TO DO: Sort through the data and copy the lines holding the word "halo".

----------

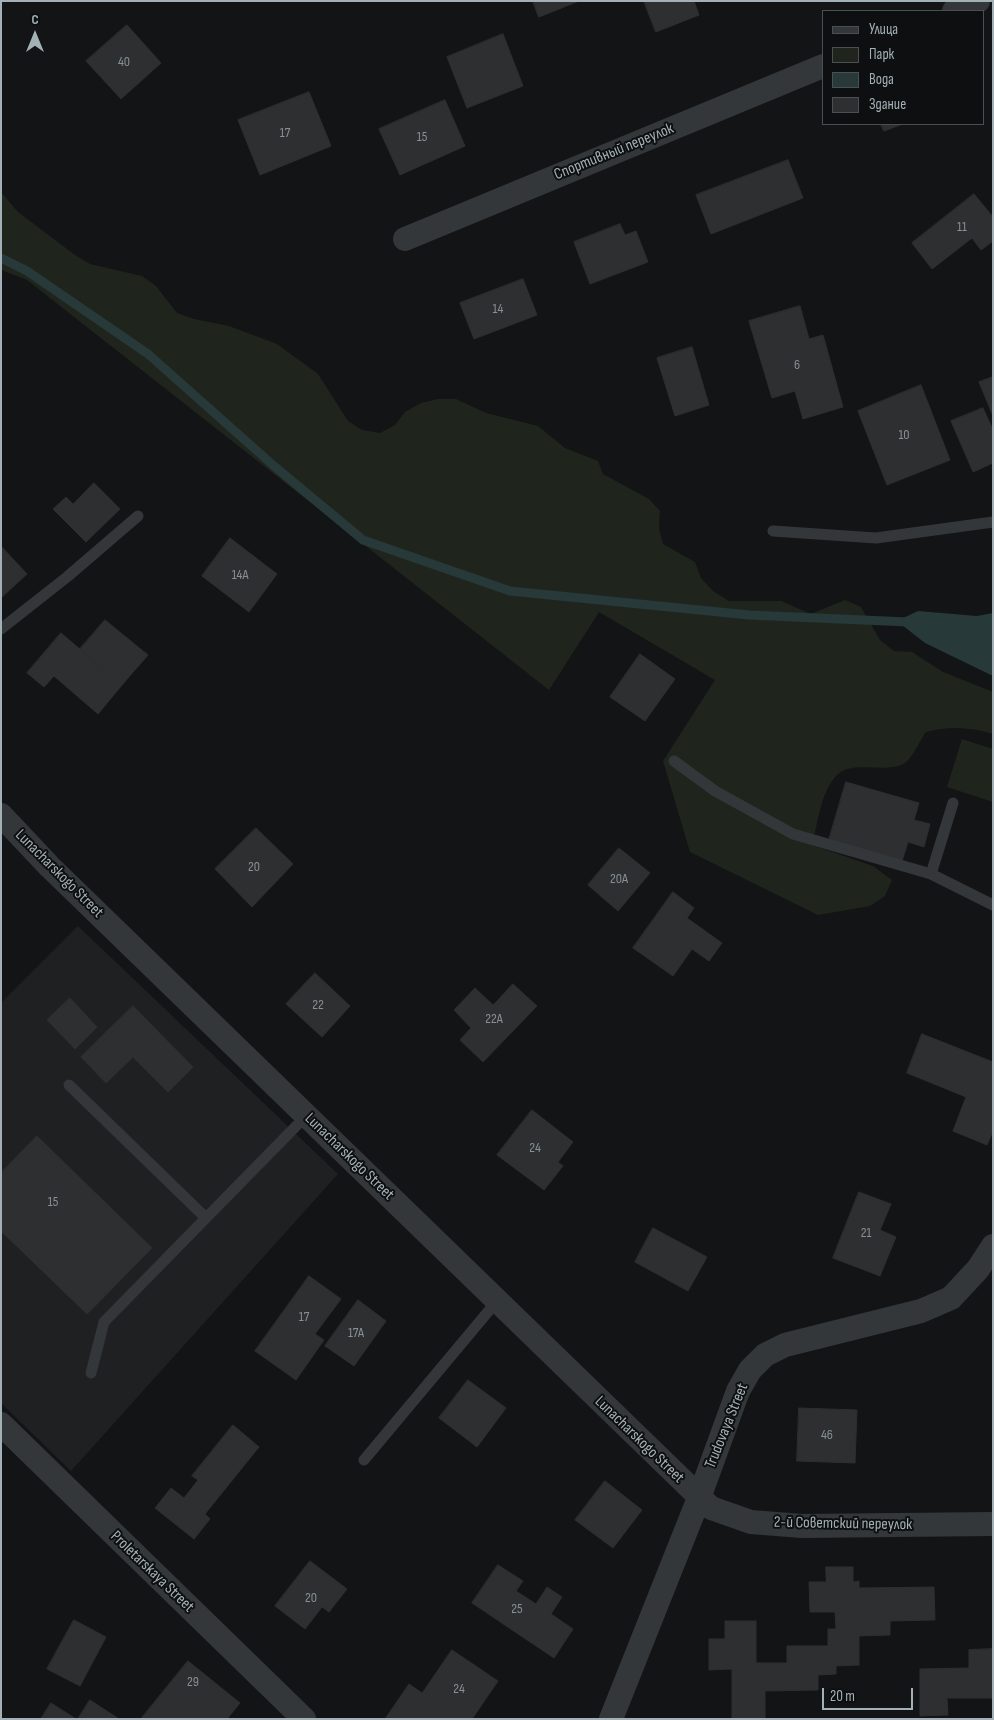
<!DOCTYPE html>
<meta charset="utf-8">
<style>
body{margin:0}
#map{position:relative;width:994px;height:1720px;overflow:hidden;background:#131415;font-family:"Sofia Sans Condensed",sans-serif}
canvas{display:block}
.frame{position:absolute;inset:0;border:2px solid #a3b1b6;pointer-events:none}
.legend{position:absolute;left:822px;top:10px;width:162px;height:115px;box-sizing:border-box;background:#0e0f10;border:1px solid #4a5052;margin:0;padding:6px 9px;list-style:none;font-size:15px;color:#a3b1b6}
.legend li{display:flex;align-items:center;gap:10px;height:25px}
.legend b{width:25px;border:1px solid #4a5052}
.north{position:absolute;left:10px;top:10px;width:50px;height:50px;-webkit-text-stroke:4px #0e0f10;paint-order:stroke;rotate:0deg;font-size:14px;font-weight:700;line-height:20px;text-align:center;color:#a3b1b6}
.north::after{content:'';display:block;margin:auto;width:18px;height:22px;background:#a3b1b6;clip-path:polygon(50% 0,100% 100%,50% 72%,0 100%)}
.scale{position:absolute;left:822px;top:1688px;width:91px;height:22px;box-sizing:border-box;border:2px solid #a3b1b6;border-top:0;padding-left:6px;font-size:15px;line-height:18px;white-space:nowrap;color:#a3b1b6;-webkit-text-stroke:4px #0e0f10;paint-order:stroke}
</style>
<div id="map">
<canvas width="994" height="1720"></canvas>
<div class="frame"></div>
<ul class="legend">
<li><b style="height:6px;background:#34373a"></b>Улица</li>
<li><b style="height:14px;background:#1f251d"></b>Парк</li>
<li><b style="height:14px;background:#283939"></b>Вода</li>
<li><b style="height:14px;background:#2e2f31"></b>Здание</li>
</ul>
<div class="north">С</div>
<div class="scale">20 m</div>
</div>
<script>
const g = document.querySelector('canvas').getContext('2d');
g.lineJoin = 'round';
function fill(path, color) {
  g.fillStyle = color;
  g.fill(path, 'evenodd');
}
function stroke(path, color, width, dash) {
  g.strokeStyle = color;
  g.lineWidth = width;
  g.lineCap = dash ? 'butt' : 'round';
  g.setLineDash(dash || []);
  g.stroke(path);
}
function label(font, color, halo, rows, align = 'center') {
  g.font = font + ' "Sofia Sans Condensed",sans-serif';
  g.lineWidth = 4;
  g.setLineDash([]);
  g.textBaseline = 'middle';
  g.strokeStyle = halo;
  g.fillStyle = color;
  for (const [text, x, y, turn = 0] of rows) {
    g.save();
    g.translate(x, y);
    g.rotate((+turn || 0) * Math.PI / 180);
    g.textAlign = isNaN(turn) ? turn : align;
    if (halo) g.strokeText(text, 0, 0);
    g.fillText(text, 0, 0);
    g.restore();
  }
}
fill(new Path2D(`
 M78,926L338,1174L71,1471L1,1403V1003Z`), '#1f2022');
fill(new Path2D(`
 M1,192L18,212L75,255L90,264L142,276L156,286L177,313L194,319L229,326L277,344L318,374L348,421L362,430L380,433L395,425L405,412L421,403L438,399H456L486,413L538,426L565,448L598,461L603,474L649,499L660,511L659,529L663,544L695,562L701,578L713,591L729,601H781L811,614L845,600L861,607L880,640L894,651L912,652L943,672L993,692V734C970,727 949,726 926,732C920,740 913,757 905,763C885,775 851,758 835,777C820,795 818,823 812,845L873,866L892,880L885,896L870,906L818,915L690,852L663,761L715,680L599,612L549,690L27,280L1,270Z
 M962,739L993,749V802L947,787Z`), '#1f251d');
fill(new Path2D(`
 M918,611L977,616L993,613V676L925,643L897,621Z`), '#283939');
stroke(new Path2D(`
 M1,258L27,271L148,354L274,466L363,540L510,591L749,615L908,622`), '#283939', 9);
const building = new Path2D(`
 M533,1H579L539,17Z
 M644,1H694L699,15L656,32Z
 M127,25L161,63L121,99L86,61Z
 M503,34L523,86L467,108L447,57Z
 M309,92L331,146L260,175L238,120Z
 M445,100L465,146L400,175L379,129Z
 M881,124H903L884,131Z
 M788,160L803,198L711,234L696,195Z
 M974,194L993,217V241L981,250L972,238L932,269L912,243Z
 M620,224L625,235L636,231L648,262L590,284L574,242Z
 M523,279L537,315L474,339L460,303Z
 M800,306L809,339L823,335L843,407L803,419L795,391L772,398L749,321Z
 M692,347L709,405L675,416L657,358Z
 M993,377V416L979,382Z
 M921,385L950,460L887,485L858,411Z
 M983,408L993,430V463L973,472L951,421Z
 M94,483L120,509L86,542L53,509L66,497L73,504Z
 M230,538L277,574L249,612L202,576Z
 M1,546L27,574L1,598Z
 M105,620L148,655L122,685L80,649Z
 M61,633L122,685L98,714L54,676L44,687L27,673Z
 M640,654L675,679L645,721L610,697Z
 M846,782L919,803L914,820L930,824L924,847L908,842L902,861L829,840Z
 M256,828L293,864L252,907L215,869Z
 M619,848L650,873L618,911L588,885Z
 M673,892L694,908L687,918L722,943L709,961L692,949L673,976L633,948Z
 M315,973L350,1006L322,1037L286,1004Z
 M513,984L537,1006L483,1062L460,1040L471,1028L454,1010L475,988L493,1005Z
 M70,998L97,1027L75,1049L47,1020Z
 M133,1006L193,1067L168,1092L133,1057L106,1083L81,1057Z
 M922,1034L993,1062V1131L987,1145L953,1131L966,1097L907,1073Z
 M532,1110L573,1142L558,1162L563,1166L544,1190L497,1155Z
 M37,1136L152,1248L87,1314L1,1231V1173Z
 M859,1192L891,1204L880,1230L896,1237L880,1276L833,1258Z
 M653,1228L707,1257L688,1291L635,1262Z
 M309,1276L341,1299L315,1334L324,1340L296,1380L255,1351Z
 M358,1300L386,1321L354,1366L325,1346Z
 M468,1380L506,1408L477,1447L439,1418Z
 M799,1408L857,1410L855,1463L797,1461Z
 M233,1425L259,1447L205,1514L210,1519L194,1539L155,1508L171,1488L184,1498L198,1480L192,1476Z
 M605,1481L642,1510L613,1548L575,1520Z
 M310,1561L347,1589L329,1612L322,1607L305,1629L275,1606Z
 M498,1565L523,1581L516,1591L536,1604L547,1587L562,1597L551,1614L573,1629L554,1658L472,1603Z
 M826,1567H853V1582L859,1581V1588L934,1587L935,1620L890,1621V1635L859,1636V1665L836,1666V1674L818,1675V1690L765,1691V1719H732V1669L709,1670V1639H725V1621H756V1663H787V1646H828V1629H836L835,1612H810L809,1582H826Z
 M74,1620L106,1637L80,1686L47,1669Z
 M993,1649V1698H947L948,1715L920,1716V1669L969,1668V1650Z
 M452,1650L498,1681L472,1719H385L409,1684L422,1693Z
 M188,1661L240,1703L227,1719H141Z
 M90,1700L119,1719H78Z
 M51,1703L76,1719H41Z`);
fill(building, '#2e2f31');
stroke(building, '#2d2e31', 1);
stroke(new Path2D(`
 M773,531L876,538L993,522
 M1,629L67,577L138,516
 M674,761L715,791L793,834L931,874
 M953,803L931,874L993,905
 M69,1085L206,1218
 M91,1373L104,1322L306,1116
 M364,1460L497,1301`), '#34373a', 11);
stroke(new Path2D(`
 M954,11L978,1
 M405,239L823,66
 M1,815L49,866L711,1508L751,1522L802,1526L993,1524
 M1,1424L304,1719
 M611,1719L699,1498L738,1391L750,1370L765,1355L785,1345L921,1311L951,1298L978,1269L993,1246`), '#34373a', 24);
label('14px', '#869095', null, [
 ["40",124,62],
 ["17",285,133],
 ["15",422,137],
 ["11",962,227],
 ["14",498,309],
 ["6",797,365],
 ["10",904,435],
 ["14А",240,575],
 ["20",254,867],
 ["20А",619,879],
 ["22",318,1005],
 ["22А",494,1019],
 ["24",535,1148],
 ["15",53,1202],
 ["21",866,1233],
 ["17",304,1317],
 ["17А",356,1333],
 ["46",827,1435],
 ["20",311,1598],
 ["25",517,1609],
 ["29",193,1682],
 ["24",459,1689]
]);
label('16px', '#a3b1b6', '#0e0f10', [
 ["Спортивный переулок",614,152,-22],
 ["Lunacharskogo Street",59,874,45],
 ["Lunacharskogo Street",349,1157,44],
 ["Trudovaya Street",727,1426,-68],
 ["Lunacharskogo Street",639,1440,44],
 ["2-й Советский переулок",843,1524,1],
 ["Proletarskaya Street",152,1572,44]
]);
</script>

----------

RESPONSE:
function label(font, color, halo, rows, align = 'center') {
  g.strokeStyle = halo;
    if (halo) g.strokeText(text, 0, 0);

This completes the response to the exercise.